Collected data:
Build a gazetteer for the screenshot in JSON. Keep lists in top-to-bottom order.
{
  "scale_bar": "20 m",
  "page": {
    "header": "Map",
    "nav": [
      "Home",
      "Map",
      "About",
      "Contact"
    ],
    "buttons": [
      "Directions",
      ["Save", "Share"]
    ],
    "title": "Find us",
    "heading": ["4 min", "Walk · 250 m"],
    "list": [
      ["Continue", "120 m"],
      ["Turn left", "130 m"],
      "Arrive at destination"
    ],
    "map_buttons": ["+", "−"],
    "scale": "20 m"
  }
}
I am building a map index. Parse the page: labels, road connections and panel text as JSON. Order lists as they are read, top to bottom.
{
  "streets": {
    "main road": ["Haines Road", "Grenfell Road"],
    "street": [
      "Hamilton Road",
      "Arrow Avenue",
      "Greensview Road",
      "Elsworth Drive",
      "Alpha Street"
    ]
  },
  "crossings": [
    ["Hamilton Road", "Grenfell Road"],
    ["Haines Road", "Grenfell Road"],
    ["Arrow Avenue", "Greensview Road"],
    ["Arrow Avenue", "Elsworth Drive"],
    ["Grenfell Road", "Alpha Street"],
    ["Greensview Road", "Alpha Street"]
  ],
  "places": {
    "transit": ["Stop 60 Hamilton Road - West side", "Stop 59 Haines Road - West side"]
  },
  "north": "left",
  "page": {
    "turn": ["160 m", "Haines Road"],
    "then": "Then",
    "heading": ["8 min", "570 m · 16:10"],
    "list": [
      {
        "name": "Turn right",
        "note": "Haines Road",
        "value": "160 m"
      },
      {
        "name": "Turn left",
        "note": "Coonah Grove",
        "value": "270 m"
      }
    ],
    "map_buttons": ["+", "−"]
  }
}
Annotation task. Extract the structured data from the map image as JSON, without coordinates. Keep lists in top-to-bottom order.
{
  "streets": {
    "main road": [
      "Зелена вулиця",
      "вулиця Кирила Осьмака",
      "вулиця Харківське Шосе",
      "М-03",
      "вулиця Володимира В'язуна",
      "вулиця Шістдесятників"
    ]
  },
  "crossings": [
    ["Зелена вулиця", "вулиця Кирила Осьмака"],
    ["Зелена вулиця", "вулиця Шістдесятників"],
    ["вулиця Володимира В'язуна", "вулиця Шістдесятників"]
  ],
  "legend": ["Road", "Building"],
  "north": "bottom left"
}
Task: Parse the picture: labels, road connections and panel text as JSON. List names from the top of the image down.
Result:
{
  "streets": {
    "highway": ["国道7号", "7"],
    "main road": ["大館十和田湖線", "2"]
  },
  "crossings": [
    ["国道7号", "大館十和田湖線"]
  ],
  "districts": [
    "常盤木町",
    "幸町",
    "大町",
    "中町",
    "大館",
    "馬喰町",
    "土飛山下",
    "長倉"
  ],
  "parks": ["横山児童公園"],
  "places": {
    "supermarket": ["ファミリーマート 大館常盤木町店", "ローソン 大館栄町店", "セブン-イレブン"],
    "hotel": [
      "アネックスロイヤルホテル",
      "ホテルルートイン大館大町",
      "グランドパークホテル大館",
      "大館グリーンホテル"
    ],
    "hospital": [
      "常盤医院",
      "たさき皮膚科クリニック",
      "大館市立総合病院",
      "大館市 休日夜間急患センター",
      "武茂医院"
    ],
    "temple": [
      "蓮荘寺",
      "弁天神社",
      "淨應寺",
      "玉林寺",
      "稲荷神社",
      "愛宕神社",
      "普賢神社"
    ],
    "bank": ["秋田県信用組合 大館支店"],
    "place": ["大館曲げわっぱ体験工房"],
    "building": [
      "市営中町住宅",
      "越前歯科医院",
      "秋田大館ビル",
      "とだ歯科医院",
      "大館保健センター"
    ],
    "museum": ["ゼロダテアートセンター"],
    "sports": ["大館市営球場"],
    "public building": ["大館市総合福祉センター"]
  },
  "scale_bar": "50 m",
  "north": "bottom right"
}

Task prompt = In how many lines of the data does the string "Alpha" occur? Answer with the number and nothing else.

The completed task = 3